Sometimes it can be difficult deciding which method to use to solve differential equations. Can the integrating factor method always be used when solving differential equations?
1 Answer
The usage of integrating factor is to find a solution to differential equation. Integrating factor is used when we have the following first order linear differential equation. It can be homogeneous(when $Q(x)=0$) or non homogeneous.
$$\frac{dy}{dx}+P(x)y=Q(x)$$
where $P(x)$ & $Q(x)$ is a function of $x$.
The integrating factor is then,
$$\mu=e^{\int P(x)dx}$$
Suppose we have the following standard differential
$$M(x,y)dx+N(x,y)dy=0$$
Further suppose that the above equation is not exact at all!
$$\frac{\partial M(x,y)}{\partial y}\neq\frac{\partial N(x,y)}{\partial x}$$
There exists an integrating factor $\mu$ that will make this equation exact such that when we multiply it into the differential
$$\mu(x)M(x,y)dx+\mu(x)N(x,y)dy=0$$
$$\frac{\partial \mu(x)M(x,y)}{\partial y}=\frac{\partial \mu(x)N(x,y)}{\partial x}$$
However, multiplying an integrating factor might cause a gain of new solution or loss of original solution.
Integrating factor method can only be used when there exists an integrating factor.
To answer your question: 'Can the integrating factor method always be used when solving differential equations'? The answer will be not always.
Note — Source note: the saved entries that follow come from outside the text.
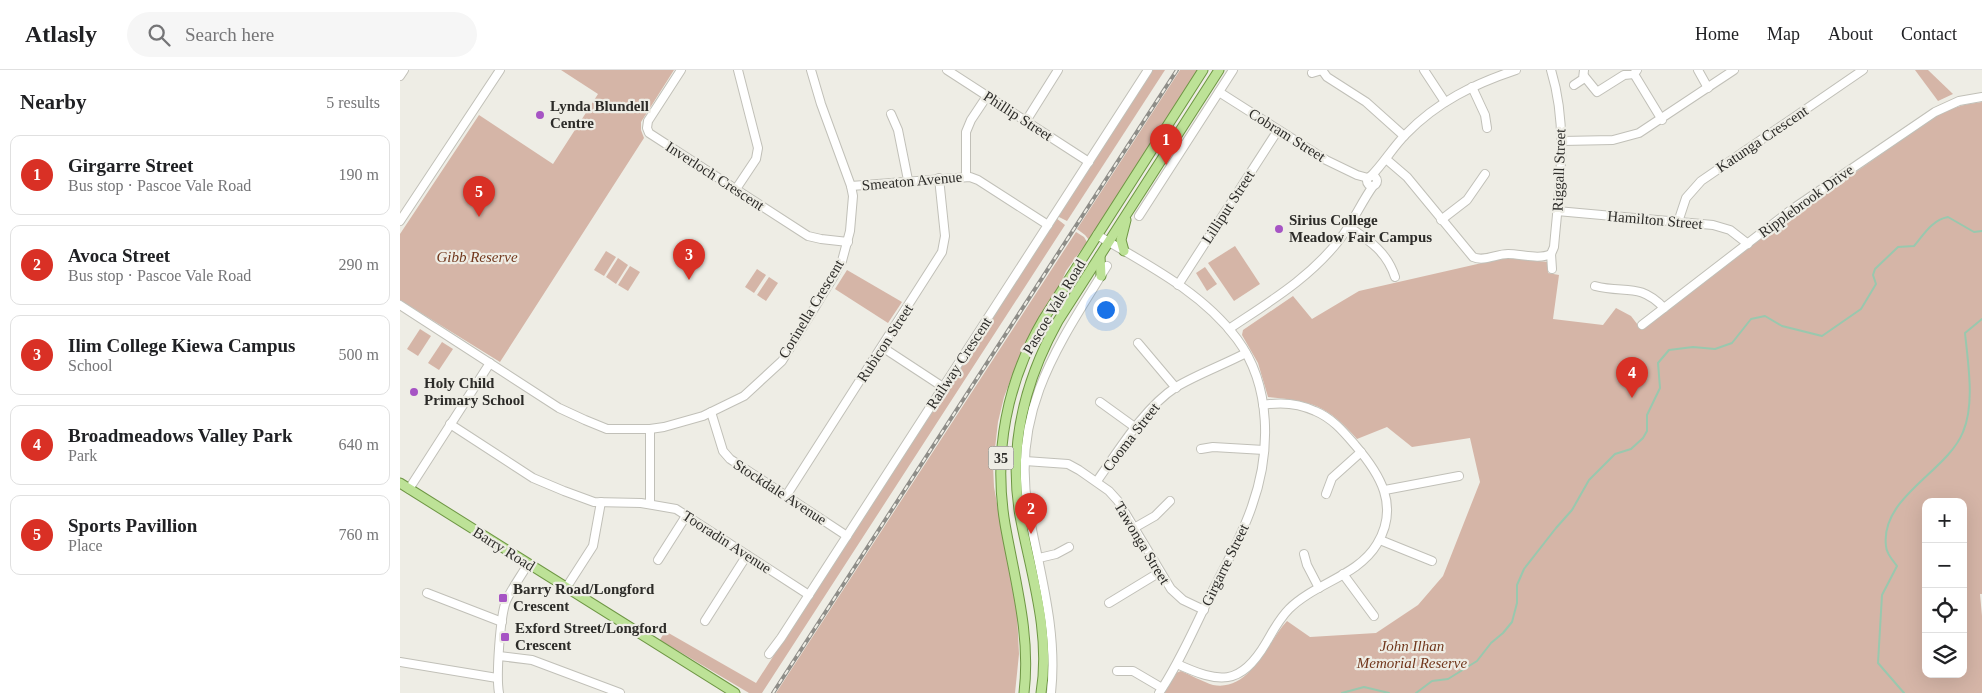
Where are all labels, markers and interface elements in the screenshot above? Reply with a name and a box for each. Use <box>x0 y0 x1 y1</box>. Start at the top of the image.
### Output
search box <box>127 12 477 57</box>
text: Atlasly <box>25 21 97 47</box>
icon: search <box>145 21 173 49</box>
text: Search here <box>185 24 274 45</box>
text: Home <box>1695 24 1739 44</box>
text: Map <box>1767 24 1800 44</box>
text: About <box>1828 24 1873 44</box>
text: Contact <box>1901 24 1957 44</box>
street label: Phillip Street <box>981 88 1056 145</box>
text: Nearby <box>20 90 87 114</box>
text: 5 results <box>326 94 380 111</box>
place label: Lynda Blundell Centre <box>550 98 649 131</box>
street label: Katunga Crescent <box>1713 102 1812 176</box>
street label: Cobram Street <box>1246 105 1329 165</box>
marker: Lynda Blundell Centre <box>534 109 546 121</box>
pin: 1 <box>1150 124 1182 165</box>
street label: Riggall Street <box>1550 127 1568 212</box>
street label: Inverloch Crescent <box>663 138 768 214</box>
text: Girgarre Street <box>68 155 193 176</box>
street label: Ripplebrook Drive <box>1756 161 1857 241</box>
text: 1 <box>33 166 41 183</box>
text: 190 m <box>339 166 379 183</box>
street label: Lilliput Street <box>1198 167 1258 246</box>
street label: Smeaton Avenue <box>861 169 963 193</box>
pin: 5 <box>463 176 495 217</box>
text: Bus stop · Pascoe Vale Road <box>68 177 251 194</box>
street label: Hamilton Street <box>1607 208 1704 232</box>
place label: Sirius College Meadow Fair Campus <box>1289 212 1432 245</box>
marker: Sirius College Meadow Fair Campus <box>1273 223 1285 235</box>
pin: 3 <box>673 239 705 280</box>
text: Avoca Street <box>68 245 170 266</box>
park label: Gibb Reserve <box>436 249 518 265</box>
text: 2 <box>33 256 41 273</box>
text: 290 m <box>339 256 379 273</box>
street label: Corinella Crescent <box>775 256 847 361</box>
street label: Pascoe Vale Road <box>1020 257 1089 357</box>
text: Bus stop · Pascoe Vale Road <box>68 267 251 284</box>
your location <box>1093 297 1119 323</box>
street label: Rubicon Street <box>854 300 917 385</box>
street label: Railway Crescent <box>923 313 995 412</box>
text: Ilim College Kiewa Campus <box>68 335 295 356</box>
text: 3 <box>33 346 41 363</box>
text: 500 m <box>339 346 379 363</box>
text: School <box>68 357 112 374</box>
pin: 4 <box>1616 357 1648 398</box>
place label: Holy Child Primary School <box>424 375 524 408</box>
marker: Holy Child Primary School <box>408 386 420 398</box>
street label: Cooma Street <box>1099 399 1163 474</box>
text: Broadmeadows Valley Park <box>68 425 293 446</box>
text: 4 <box>33 436 41 453</box>
text: 640 m <box>339 436 379 453</box>
road number: 35 <box>988 446 1014 469</box>
text: Park <box>68 447 97 464</box>
street label: Stockdale Avenue <box>731 456 830 528</box>
pin: 2 <box>1015 493 1047 534</box>
map controls <box>1922 498 1967 678</box>
button: + <box>1922 498 1967 543</box>
street label: Tawonga Street <box>1111 499 1173 588</box>
street label: Tooradin Avenue <box>680 507 775 577</box>
text: Sports Pavillion <box>68 515 197 536</box>
street label: Girgarre Street <box>1198 521 1252 609</box>
street label: Barry Road <box>470 524 538 574</box>
text: 5 <box>33 526 41 543</box>
text: 760 m <box>339 526 379 543</box>
text: Place <box>68 537 103 554</box>
button: − <box>1922 543 1967 588</box>
place label: Barry Road/Longford Crescent <box>513 581 655 614</box>
button: locate <box>1922 588 1967 633</box>
marker: Barry Road/Longford Crescent <box>497 592 509 604</box>
place label: Exford Street/Longford Crescent <box>515 620 667 653</box>
marker: Exford Street/Longford Crescent <box>499 631 511 643</box>
button: layers <box>1922 633 1967 678</box>
park label: John Ilhan Memorial Reserve <box>1356 638 1468 671</box>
When an integrating factor exists please use it.
Further reading: Addendum for derivation of integrating factor
Suppose that we our integrating factor depends only on x such that
$$\mu(x)M(x,y)dx+\mu(x)N(x,y)dy=0$$
Will make this equation exact!
$$\frac{\partial \mu(x)M(x,y)}{\partial y}=\frac{\partial \mu(x)N(x,y)}{\partial x}$$
Notice that the integrating factor depends only x and is independent of y.
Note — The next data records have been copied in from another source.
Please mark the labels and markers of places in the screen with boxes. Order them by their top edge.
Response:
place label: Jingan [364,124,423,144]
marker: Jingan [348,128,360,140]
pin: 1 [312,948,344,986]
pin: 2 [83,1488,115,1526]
$$\mu(x)\frac{\partial M(x,y)}{\partial y}=\mu(x)\frac{\partial N(x,y)}{\partial x}+N(x,y)\frac{\partial \mu(x)}{\partial x}$$
$$\mu(x)\frac{\partial M(x,y)}{\partial y}-\mu(x)\frac{\partial N(x,y)}{\partial x}=N(x,y)\frac{d\mu(x)}{dx}$$
$$\frac{1}{N(x,y)}\left[\mu(x)\frac{\partial M(x,y)}{\partial y}-\mu(x)\frac{\partial N(x,y)}{\partial x}\right]=\frac{d\mu(x)}{dx}$$
$$ \int \frac{1}{N(x,y)}\left[\frac{\partial M(x,y)}{\partial y}-\frac{\partial N(x,y)}{\partial x}\right]dx=\int\frac{d\mu(x)}{\mu(x)}$$
$$ \mu (x)=exp\int \frac{1}{N(x,y)}\left[\frac{\partial M(x,y)}{\partial y}-\frac{\partial N(x,y)}{\partial x}\right]dx$$
If the the integrating factor depends on y then you can try it yourself. Similar method of solving it.